Are Meursault in Camus’ The Outsider and Antigone in Anouilh’s Antigone both victims of society and also free agents who choose their own fate?

Both Meursault and Antigone are the protagonists in their stories. They have much in common, such as the fact that they explain their impending deaths as decided by fate, even though each seems to have an easy way of surviving. Both are willing to die for what they believe is right. The concept of fate is quite different between the texts. In Antigone, a Chorus tells you at the beginning of the play that Antigone will die. Antigone uses the excuse of fate to explain her own death to Creon, where as in The Outsider fate is much more subtle.
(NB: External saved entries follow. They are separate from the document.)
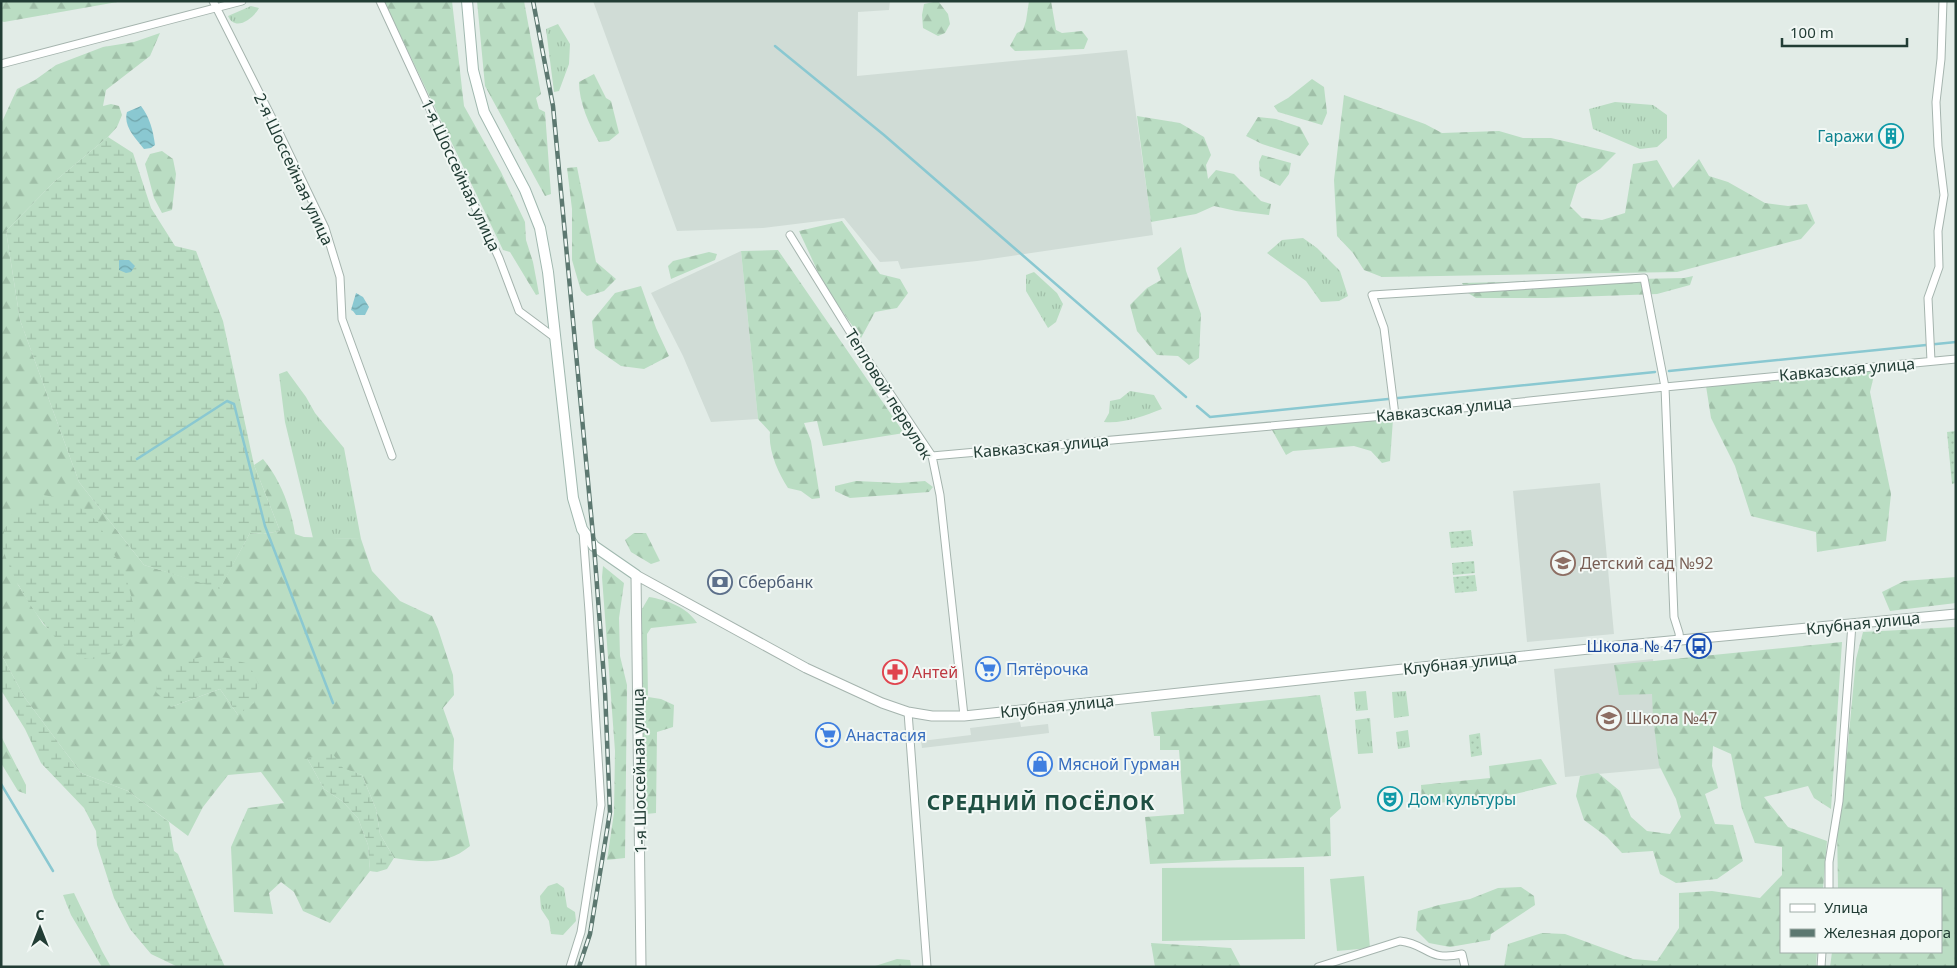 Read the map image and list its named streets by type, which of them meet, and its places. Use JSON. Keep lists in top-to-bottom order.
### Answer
{
  "streets": {
    "street": [
      "2-я Шоссейная улица",
      "1-я Шоссейная улица",
      "Кавказская улица",
      "Тепловой переулок",
      "Клубная улица"
    ]
  },
  "crossings": [
    ["1-я Шоссейная улица", "Клубная улица"],
    ["Кавказская улица", "Тепловой переулок"],
    ["Тепловой переулок", "Клубная улица"]
  ],
  "districts": ["СРЕДНИЙ ПОСЁЛОК"],
  "places": {
    "building": ["Гаражи"],
    "school or university": ["Детский сад №92", "Школа №47"],
    "bank": ["Сбербанк"],
    "bus stop": ["Школа № 47"],
    "supermarket": ["Пятёрочка", "Анастасия"],
    "pharmacy": ["Антей"],
    "shop": ["Мясной Гурман"],
    "theatre": ["Дом культуры"]
  },
  "legend": ["Улица", "Железная дорога"],
  "scale_bar": "100 m",
  "north": "top"
}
First I will look at The Outsider and Meursault. Albert Camus wrote this novel as a challenge against the death penalty and the society that imposes it. It reflects his existential philosophy including how we do not trust people that are different, that society would rather hear lies then the truth if the truth makes them uncomfortable, and that people with different views to the majority are persecuted. Camus’ choice of Meursault, an unusual person, who does not ‘play the game’, enables him to demonstrate this argument.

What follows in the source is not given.